物静かで凪いだ水面のような女性で、一見感情のなさそうに見える彼女だったけれど、石を投じれば波紋となって帰ってくる。話していてとても楽しかった。

予想外なほど早く仲良くなった私達に、多分私が1番驚いていたと思う。なにせ今はコミュ力も高くなってきたけど、昔はコミュ力弱者だったから。


そうして仲良くなった冬華ちゃんを、私はダイビングに誘った。

まぁ最初はシュノーケルにしておこうかなと思ったんだけど、それまで熱心に布教していたからかダイビングすることになったんだ。


冬華ちゃんはかなり楽しんでくれて、そのダイビングは大成功と言っても良かったんじゃないかな。

なにせ、普段はあんまり笑わない彼女が、楽しそうに笑っていたから相当だと思う。


それから彼女と、たくさんダイビングをした。

ただ、1つ問題があるとすれば彼女は天才だった。いやまぁ、問題というかなんというか……私と比べて成長が早すぎるのよ。


私はダイビングを初めてから8年、かなり熱心というか酔狂というか、自分でも驚くくらいダイビングにのめり込んだ。

でも、その私以上の速度で彼女はダイビングの腕と知識を吸収して行った。

一般的なダイバーの平均レベルを一瞬で超え、たったの2年でアマチュア最高峰のライセンスを取得するくらいだから、相当だ。

と、思ったらその次の年にプロの入口であるダイブマスターのライセンス……規格外にも程がある。
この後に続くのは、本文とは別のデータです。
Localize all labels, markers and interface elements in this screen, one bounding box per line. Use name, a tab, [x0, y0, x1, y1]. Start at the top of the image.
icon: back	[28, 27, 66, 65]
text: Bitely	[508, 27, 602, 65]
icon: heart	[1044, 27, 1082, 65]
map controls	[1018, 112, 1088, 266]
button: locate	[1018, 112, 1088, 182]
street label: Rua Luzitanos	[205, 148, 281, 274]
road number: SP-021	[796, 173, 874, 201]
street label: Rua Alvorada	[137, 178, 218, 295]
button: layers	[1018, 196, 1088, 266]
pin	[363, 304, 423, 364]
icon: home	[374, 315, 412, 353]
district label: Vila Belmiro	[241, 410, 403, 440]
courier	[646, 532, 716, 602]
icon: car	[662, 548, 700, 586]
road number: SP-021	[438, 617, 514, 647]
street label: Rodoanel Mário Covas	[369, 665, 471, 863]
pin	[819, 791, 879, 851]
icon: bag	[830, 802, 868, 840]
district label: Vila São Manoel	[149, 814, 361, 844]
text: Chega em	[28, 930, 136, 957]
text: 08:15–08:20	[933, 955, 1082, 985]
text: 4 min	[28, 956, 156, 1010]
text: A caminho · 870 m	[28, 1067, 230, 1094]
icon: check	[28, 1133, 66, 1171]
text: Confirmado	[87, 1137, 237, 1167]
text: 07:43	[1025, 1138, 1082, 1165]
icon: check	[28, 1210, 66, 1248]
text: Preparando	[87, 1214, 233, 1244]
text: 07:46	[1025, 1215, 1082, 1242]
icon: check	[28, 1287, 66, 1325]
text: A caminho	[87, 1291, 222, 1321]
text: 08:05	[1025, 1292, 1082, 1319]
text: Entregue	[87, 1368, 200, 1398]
もちろん元々彼女は水泳で区内1位の実力者だったし、生物関連の資格も持ってたから基礎知識はあったんだと思うけど、それにしたってねぇ。



そんな彼女に負けじと、私も頑張った。

彼女はなんだか私のことをダイビングならなんでも知ってる人みたいに思ってるみたいだし、そのイメージに負けないように頑張らなくちゃ。楽しいのも本当だけどね。
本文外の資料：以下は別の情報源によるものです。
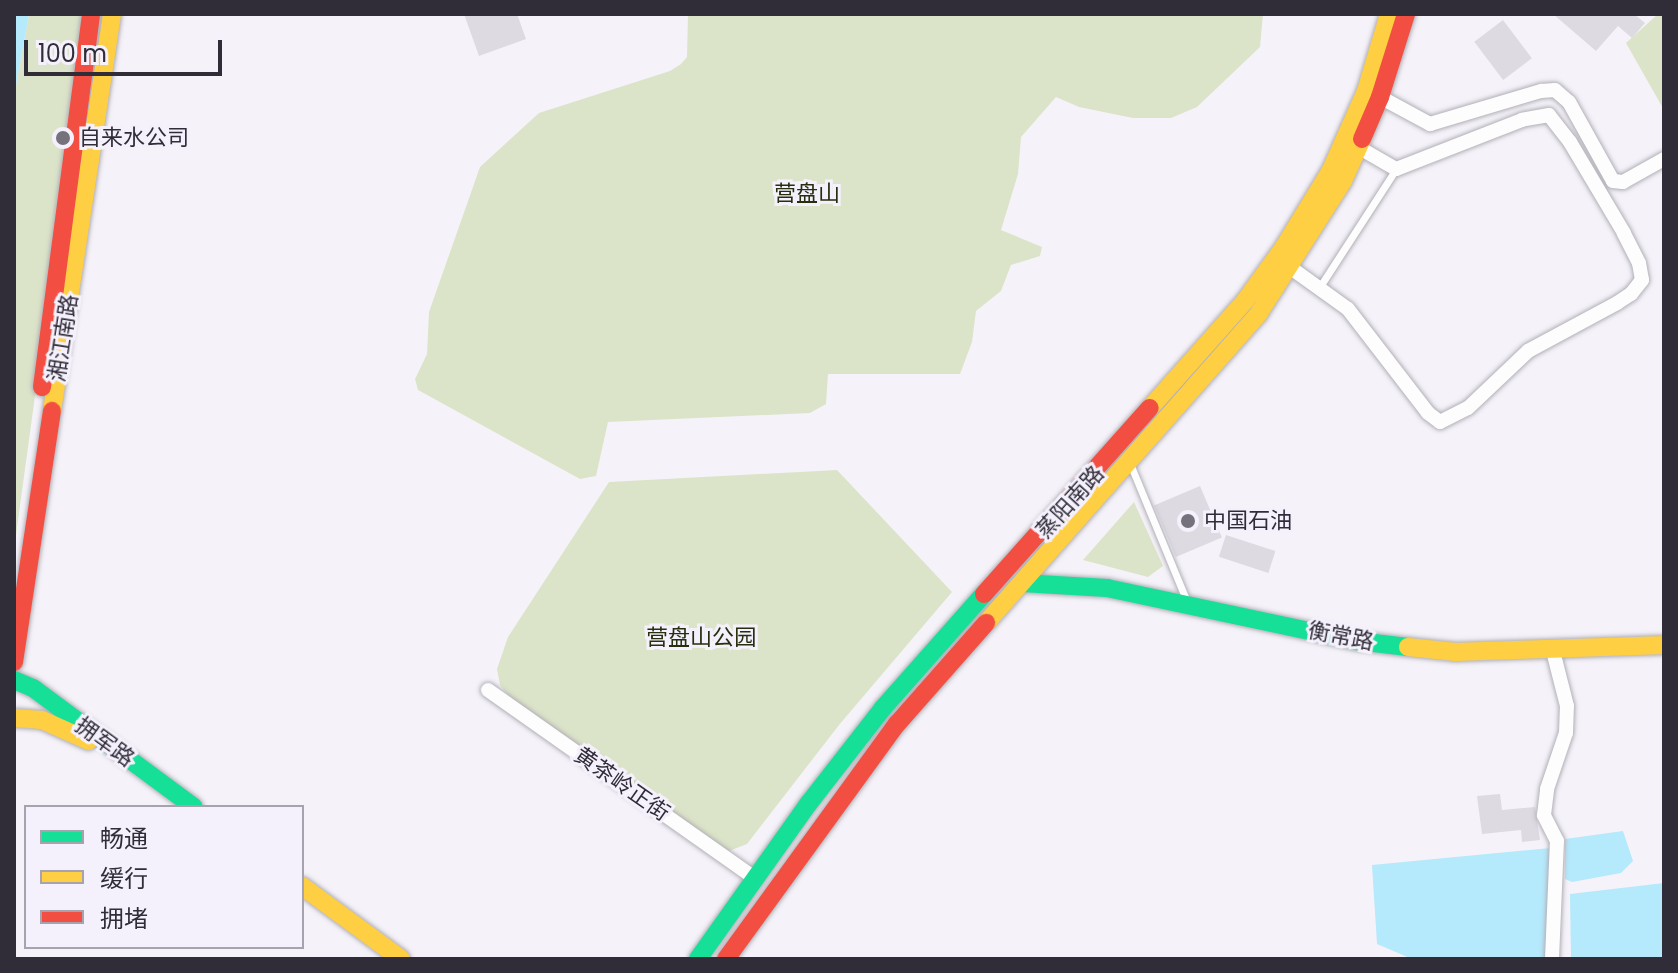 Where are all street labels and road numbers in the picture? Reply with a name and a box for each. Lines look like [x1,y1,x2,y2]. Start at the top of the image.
street label: 湘江南路 [43,292,83,384]
street label: 蒸阳南路 [1031,460,1109,544]
street label: 衡常路 [1306,617,1376,655]
street label: 拥军路 [71,712,139,772]
street label: 黄茶岭正街 [569,742,675,826]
こうしてお互い切磋琢磨しながら楽しくダイビングをしつつ、大学でもしっかり勉強はした。

私は主に経営について学んでいたけど、冬華は取れる広義は全部取るとでも言うようにほとんどの時間講義を受けてたっけ。


そんなある日、私は冬華に一緒にダイビングショップを作らないかって提案した。彼女は少し考えたけど、ほぼ即決で提案に乗ってくれた。

嬉しかったなぁ。


もし断られてもこれからずっとダイビングを一緒にしたいとは思ってたけど、ダイビングショップの稼ぎ時は夏。

冬も、たとえ流氷の中でだってダイビングはできるけど、一緒にダイビングできる時間はどうしても短くなるから。
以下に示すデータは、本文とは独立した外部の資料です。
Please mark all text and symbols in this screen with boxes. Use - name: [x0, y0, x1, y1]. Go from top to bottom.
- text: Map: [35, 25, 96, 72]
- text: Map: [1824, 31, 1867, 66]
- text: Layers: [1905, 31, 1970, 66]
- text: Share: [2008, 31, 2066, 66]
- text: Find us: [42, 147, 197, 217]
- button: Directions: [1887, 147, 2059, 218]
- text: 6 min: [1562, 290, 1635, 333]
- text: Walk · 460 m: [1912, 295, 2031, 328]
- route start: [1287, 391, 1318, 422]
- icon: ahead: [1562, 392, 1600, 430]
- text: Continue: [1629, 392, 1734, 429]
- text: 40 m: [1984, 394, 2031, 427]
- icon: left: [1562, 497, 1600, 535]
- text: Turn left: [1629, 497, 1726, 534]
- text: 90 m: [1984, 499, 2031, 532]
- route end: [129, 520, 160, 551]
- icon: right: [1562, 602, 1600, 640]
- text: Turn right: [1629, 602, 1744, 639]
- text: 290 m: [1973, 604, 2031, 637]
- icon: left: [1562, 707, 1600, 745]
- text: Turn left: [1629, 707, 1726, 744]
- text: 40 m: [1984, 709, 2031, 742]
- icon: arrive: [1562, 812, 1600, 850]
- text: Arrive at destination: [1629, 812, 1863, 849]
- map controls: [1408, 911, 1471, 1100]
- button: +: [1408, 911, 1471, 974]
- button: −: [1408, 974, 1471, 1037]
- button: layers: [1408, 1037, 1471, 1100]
でも、一緒にダイビングショップをやれば、流石に今ほどではないけど夏だってダイビングが出来るし、冬は基本的に閉めるからそこでもまたダイビングが出来る。

一年中ダイビングができること程幸せなことは無いって思う。うん。


そうして始めたダイビングショップ『ラピスラズリ』。

……この名前の由来はもちろん私の名前。瑠奈の瑠は瑠璃の瑠だから、瑠璃の英語版でラピスラズリ。


正直私は嫌だったんだけど、冬華ちゃんもそこは譲らなくて、最終的に私が折れた。瑠奈が提案者なんだから瑠奈の名前を入れなきゃダメだ、って。正直結構恥ずかしい。


まぁそれはさておき、このダイビングショップ自体は、思っていた以上に上手くいった。

まぁ人数が足りなかったり、資格を取り忘れたりと開くまではドタバタしたけどね。


最初のうちは私の知り合いを経由してじわじわ広まっていくって感じだったけど、雑誌の取材が来てくれたおかげで知名度が途中で大幅に――と言ってもそこまででは無いけれど――アップした。

まぁ端的に言ってしまうと、順調だった。


毎年の休みには色んな国を回ってダイビングを続けていたし、冬華ちゃんも私もスキルを磨いて、見える世界をどんどん広げていった。

それはどこまでも平和で、楽しく、幸せな時間だった。



ある長期休暇の日。

私たちは南半球のとある国にダイビングしに行った……んだけど、冬華ちゃんが移動のバスでぎっくり腰になった。

いや〜、びっくりしたよほんとに。だってまだ20代だし、運動も水陸しっかりやってる冬華ちゃんがぎっくり腰。これが笑わずにいられるかってね。


でもまぁそんな状態でダイビングは出来ないから、仕方なく看病してあげようかなぁと思ったんだけど、1人でダイビングに行ってきていいよって結構しつこく言われてさ。

まぁ確かにせっかく外国まで来たのに看病で時間を潰すのは勿体無いっていうのも分かるし、仕方なく私は1人で海に行った。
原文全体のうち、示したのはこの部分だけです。